Opinion Dynamics with Disagreement and Modulated Information

AUTHOR(S)
Sîrbu, Alina; Loreto, Vittorio; Servedio, Vito; Tria, Francesca
PUB. DATE
April 2013
SOURCE
Journal of Statistical Physics;Apr2013, Vol. 151 Issue 1/2, p218
SOURCE TYPE
Academic Journal
DOC. TYPE
Article
ABSTRACT
Opinion dynamics concerns social processes through which populations or groups of individuals agree or disagree on specific issues. As such, modelling opinion dynamics represents an important research area that has been progressively acquiring relevance in many different domains. Existing approaches have mostly represented opinions through discrete binary or continuous variables by exploring a whole panoply of cases: e.g. independence, noise, external effects, multiple issues. In most of these cases the crucial ingredient is an attractive dynamics through which similar or similar enough agents get closer. Only rarely the possibility of explicit disagreement has been taken into account (i.e., the possibility for a repulsive interaction among individuals' opinions), and mostly for discrete or 1-dimensional opinions, through the introduction of additional model parameters. Here we introduce a new model of opinion formation, which focuses on the interplay between the possibility of explicit disagreement, modulated in a self-consistent way by the existing opinions' overlaps between the interacting individuals, and the effect of external information on the system.

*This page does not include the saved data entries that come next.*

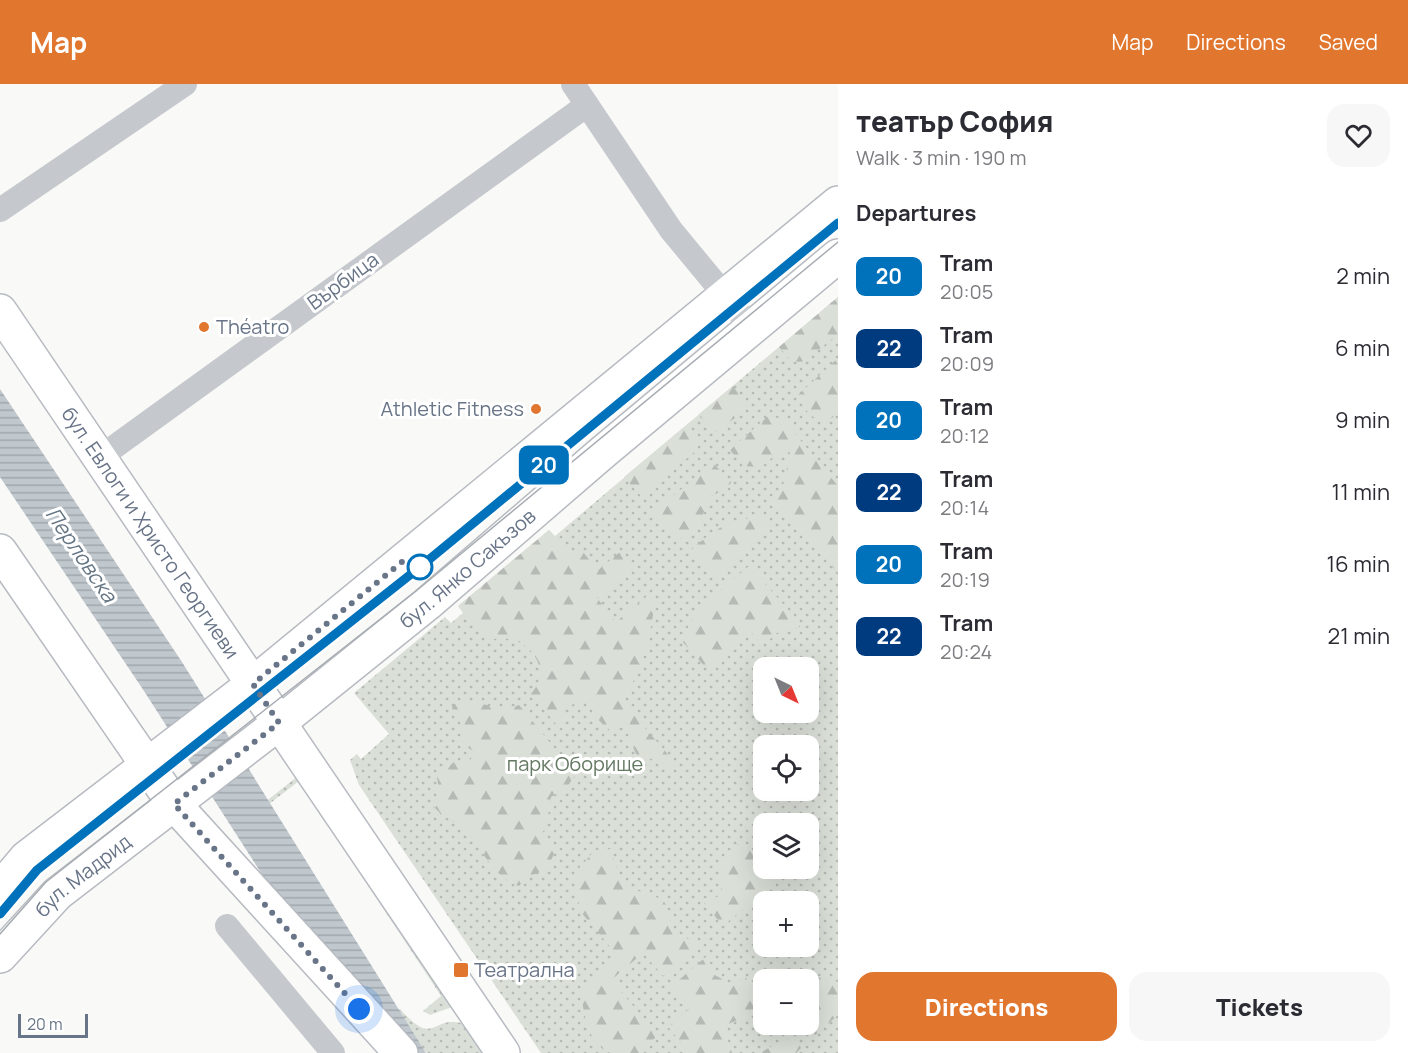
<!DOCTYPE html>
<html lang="en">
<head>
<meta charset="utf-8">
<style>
	body { margin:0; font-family:Manrope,sans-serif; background:#f7f7f7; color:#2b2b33; height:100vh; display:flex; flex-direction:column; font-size:22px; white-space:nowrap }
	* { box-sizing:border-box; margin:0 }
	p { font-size:20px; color:#7c7c81 }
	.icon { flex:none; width:33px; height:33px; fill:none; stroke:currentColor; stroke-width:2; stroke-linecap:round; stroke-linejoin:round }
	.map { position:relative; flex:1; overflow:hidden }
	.details { display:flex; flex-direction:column; background:#fff; width:570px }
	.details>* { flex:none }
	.badge { padding:0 12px; border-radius:9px; font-size:21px; line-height:39px }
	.needle { width:39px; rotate:137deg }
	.buttons { position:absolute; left:753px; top:573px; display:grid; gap:12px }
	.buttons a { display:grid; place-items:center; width:66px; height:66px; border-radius:12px; background:#fff; box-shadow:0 6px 24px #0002; font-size:30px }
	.scale { position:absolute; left:18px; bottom:15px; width:70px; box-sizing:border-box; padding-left:6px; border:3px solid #687487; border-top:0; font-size:16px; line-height:21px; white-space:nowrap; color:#687487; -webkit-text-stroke:4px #fff; paint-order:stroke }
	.you { position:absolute; width:30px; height:30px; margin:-15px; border:4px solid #fff; border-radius:50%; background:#1a73e8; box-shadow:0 0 0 9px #1a73e833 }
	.map>.badge { position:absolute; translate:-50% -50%; box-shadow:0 0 0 3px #fff }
	h2 { padding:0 18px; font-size:22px; line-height:54px }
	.round { display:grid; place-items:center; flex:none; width:63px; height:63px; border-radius:18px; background:#f7f7f7 }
	.headline { display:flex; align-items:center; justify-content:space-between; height:102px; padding:0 18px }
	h1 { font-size:28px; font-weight:800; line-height:45px }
	.primary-button { display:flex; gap:12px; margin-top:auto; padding:12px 18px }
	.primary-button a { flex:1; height:69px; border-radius:18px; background:#e1762e; color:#fff; font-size:24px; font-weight:800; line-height:69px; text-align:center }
	.primary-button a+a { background:#f7f7f7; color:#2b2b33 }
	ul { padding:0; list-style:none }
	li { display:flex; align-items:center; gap:18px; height:72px; padding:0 18px }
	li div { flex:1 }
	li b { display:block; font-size:22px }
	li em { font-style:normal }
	li .badge { min-width:66px; font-weight:700; text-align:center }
	header { display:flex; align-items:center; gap:36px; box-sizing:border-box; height:84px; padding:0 30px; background:#e1762e; color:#fff }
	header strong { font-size:28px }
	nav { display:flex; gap:33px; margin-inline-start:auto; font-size:21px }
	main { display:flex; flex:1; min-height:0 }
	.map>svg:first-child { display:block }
	.grass { fill:url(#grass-dots); fill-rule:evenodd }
	.forest { fill:url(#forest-firs) }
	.water { fill:url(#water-rules) }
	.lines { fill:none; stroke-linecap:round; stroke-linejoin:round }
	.secondary-casing { stroke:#b7bbc1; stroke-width:36 }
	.street { stroke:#c5c8cc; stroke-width:24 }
	.secondary { stroke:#fff; stroke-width:33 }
	.tram { stroke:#a7acb3; stroke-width:1.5 }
	.line-casing { stroke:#fff; stroke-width:14 }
	.line { stroke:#0072bc; stroke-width:9 }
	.walk { stroke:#687487; stroke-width:6; stroke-dasharray:0 10.8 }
	.poi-dot { fill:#e1762e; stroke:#fff; stroke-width:2 }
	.stop-dot { fill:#fff; stroke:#0072bc; stroke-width:3 }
	.labels { text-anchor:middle; stroke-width:6; stroke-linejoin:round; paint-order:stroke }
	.street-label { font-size:20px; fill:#687487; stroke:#fff }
	.poi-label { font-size:20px; fill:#687487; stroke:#fff; text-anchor:start }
	.park-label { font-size:20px; fill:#647963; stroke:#fff }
	.water-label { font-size:21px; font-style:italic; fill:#647583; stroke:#fff }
</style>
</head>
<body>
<header>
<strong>Map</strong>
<nav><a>Map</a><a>Directions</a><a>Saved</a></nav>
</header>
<main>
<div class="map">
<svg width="838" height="969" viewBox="0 0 838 969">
	<defs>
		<pattern id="grass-dots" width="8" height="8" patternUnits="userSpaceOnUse" patternTransform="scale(1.5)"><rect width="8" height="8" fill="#dae0d8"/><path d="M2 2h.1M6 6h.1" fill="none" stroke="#b5bab5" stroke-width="1.8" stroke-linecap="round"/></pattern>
		<pattern id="forest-firs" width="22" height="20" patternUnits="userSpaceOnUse" patternTransform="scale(1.5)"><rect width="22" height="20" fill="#dae0d8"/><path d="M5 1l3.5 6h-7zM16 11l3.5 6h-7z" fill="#b5bab5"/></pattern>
		<pattern id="water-rules" width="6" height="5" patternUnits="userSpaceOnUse" patternTransform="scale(1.5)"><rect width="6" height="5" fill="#c0c8ce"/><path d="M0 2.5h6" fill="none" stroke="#a0a7ad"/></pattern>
	</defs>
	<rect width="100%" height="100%" fill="#f9f9f7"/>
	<!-- grass -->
	<g class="grass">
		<path d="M838,213V969H541L359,701L350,676L357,670L361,675L389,650L354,609L445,533L451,539L463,529L458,522L549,446L555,452ZM764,584H808V628H764ZM764,662H808V706H764ZM764,740H808V784H764ZM764,818H808V862H764ZM764,896H808V940H764Z"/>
		<path d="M298,692L452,923L430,931L423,927L441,912L299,697L238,744L236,741Z"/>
		<path d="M400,925C435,964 430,932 461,939L483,969H427L394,931Z"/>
	</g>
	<!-- forest -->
	<g class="forest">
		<path d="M838,213V250L806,276C793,282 787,272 779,263Z"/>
		<path d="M838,274V331L822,338C810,333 802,323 798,311Z"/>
		<path d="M733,302L746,321L743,328L716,348L698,331Z"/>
		<path d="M768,332L783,335L838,402V489L774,416L783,402L790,368L773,373L761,383L743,382L730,366Z"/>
		<path d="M684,343L697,358V366L641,412L624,393Z"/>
		<path d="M714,380L731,398L727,406L712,411C703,428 698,450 678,455L653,427Z"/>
		<path d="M759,429L772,444L713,495L689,468C703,455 715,445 732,438C743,434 750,436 759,429Z"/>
		<path d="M549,446L574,474L582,467L598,486L620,468L633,484L597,514L616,538L653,507C658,526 644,577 634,596C630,604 625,608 619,614L678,682L662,684L652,675L637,672L629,654L630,639L612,648L595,633L587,614L565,624L560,645L531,610C557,581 521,544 487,557L458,522Z"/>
		<path d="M749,482L803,542L777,549L763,561L750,547L707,585L682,557C693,524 724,504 749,482Z"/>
		<path d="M462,616C482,617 499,629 519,621L576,690L567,703L551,713L546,744L540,751L549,757L554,770L547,785L526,794L519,802C491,792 484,765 464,746C454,736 441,733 432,720L439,707L437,693L454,678L469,677L476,669L464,661L461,640L453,630L452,621Z"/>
		<path d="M742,755L763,780L764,784L767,785L777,796L723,842L704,819L721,811L722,779Z"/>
		<path d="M611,765C615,780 619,798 634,805C664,819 665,806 672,845L699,862L663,892L643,869L611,896L658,951L640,969C631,969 619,969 611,969C587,961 584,929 581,909C593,891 607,891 616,870L580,827L574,790L595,766Z"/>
		<path d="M708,871L713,890L733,901L745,893L763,915V925C745,938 736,932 720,946L726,951L732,969H690L668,943L690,924L672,902Z"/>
		<path d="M776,883L838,898V931L815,951L806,941L808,940V896L768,895L760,886Z"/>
		<path d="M795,953L803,962L796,969H760L777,959Z"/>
	</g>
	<!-- water -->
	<path class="water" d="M0,305L182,578L426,969H377L142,604L0,393Z"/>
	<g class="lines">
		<!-- secondary casing -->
		<g class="secondary-casing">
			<g id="secondary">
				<path id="s1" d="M0,227L503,969"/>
				<path d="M0,467L174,720L401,969"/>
				<path d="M0,805L26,774L253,600L838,119"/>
				<path id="s2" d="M0,872L57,810L279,639L427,520L602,369L838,172"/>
			</g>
		</g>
		<!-- street -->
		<g class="street">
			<path d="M573,0L671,146L752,244"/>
			<path d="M0,126L185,0"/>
			<path d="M99,374L587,21"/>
			<path d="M227,842L333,969"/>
		</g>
		<!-- secondary -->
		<use href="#secondary" class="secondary"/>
		<!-- tram -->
		<g class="tram">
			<path d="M0,830L37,786L420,483L838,139"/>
			<path d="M0,850L46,798L416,507L838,158"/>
		</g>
	</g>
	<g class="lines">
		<!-- line casing -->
		<g class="line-casing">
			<path id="line" d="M0,830L37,786L420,483L838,139"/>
		</g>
		<!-- line -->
		<use href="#line" class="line"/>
		<!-- walk -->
		<path class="walk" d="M359,925L174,720L279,639L253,600L402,478L420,483"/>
	</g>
	<!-- markers -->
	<g class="poi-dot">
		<circle cx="204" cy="243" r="6"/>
		<circle cx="536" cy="325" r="6"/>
		<rect x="453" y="878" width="16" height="16" rx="3"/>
	</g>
	<circle class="stop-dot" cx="420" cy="483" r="12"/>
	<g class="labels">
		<!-- street labels -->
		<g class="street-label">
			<text transform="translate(343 197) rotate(-36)" y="7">Върбица</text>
			<text dy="7" stroke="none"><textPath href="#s1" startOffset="268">бул. Евлоги и Христо Георгиеви</textPath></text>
			<text dy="7" stroke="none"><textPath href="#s2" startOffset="608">бул. Янко Сакъзов</textPath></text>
			<text dy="7" stroke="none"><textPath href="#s2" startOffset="116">бул. Мадрид</textPath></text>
		</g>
		<!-- poi labels -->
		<g class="poi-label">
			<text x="216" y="250">Théatro</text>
			<text x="524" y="332" text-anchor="end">Athletic Fitness</text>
			<text x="474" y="893">Театрална</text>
		</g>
		<!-- park labels -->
		<g class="park-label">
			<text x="575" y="687">парк Оборище</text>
		</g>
		<!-- water labels -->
		<g class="water-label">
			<text transform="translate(81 471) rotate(56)" y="7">Перловска</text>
		</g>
	</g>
</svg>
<div class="buttons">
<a><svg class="needle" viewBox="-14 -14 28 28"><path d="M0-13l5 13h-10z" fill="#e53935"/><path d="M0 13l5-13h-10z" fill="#7c7c81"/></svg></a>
<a><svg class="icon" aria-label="locate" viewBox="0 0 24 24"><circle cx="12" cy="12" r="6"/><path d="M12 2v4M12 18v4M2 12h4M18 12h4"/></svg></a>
<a><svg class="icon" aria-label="layers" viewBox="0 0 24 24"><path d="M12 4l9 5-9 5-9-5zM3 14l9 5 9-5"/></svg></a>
<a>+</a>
<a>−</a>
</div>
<div class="scale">20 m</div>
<div class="you" style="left:359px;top:925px"></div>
<b class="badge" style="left:544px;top:381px;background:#0072bc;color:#fff">20</b>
</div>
<section class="details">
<div class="headline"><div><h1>театър София</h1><p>Walk · 3 min · 190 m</p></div><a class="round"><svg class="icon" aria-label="heart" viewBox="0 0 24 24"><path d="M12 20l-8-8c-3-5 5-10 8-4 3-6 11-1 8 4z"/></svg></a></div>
<h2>Departures</h2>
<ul>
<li><span class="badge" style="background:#0072bc;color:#fff">20</span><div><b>Tram</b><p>20:05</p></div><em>2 min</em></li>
<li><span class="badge" style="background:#003b80;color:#fff">22</span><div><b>Tram</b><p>20:09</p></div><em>6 min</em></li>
<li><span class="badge" style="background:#0072bc;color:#fff">20</span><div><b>Tram</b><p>20:12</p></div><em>9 min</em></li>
<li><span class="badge" style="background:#003b80;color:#fff">22</span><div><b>Tram</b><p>20:14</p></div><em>11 min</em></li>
<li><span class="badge" style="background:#0072bc;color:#fff">20</span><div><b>Tram</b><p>20:19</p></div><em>16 min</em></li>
<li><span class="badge" style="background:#003b80;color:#fff">22</span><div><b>Tram</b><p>20:24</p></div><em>21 min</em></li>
</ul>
<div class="primary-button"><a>Directions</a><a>Tickets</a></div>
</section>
</main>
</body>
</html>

Opinions are modelled as a vector of continuous variables related to multiple possible choices for an issue. Information can be modulated to account for promoting multiple possible choices. Numerical results show that extreme information results in segregation and has a limited effect on the population, while milder messages have better success and a cohesion effect. Additionally, the initial condition plays an important role, with the population forming one or multiple clusters based on the initial average similarity between individuals, with a transition point depending on the number of opinion choices.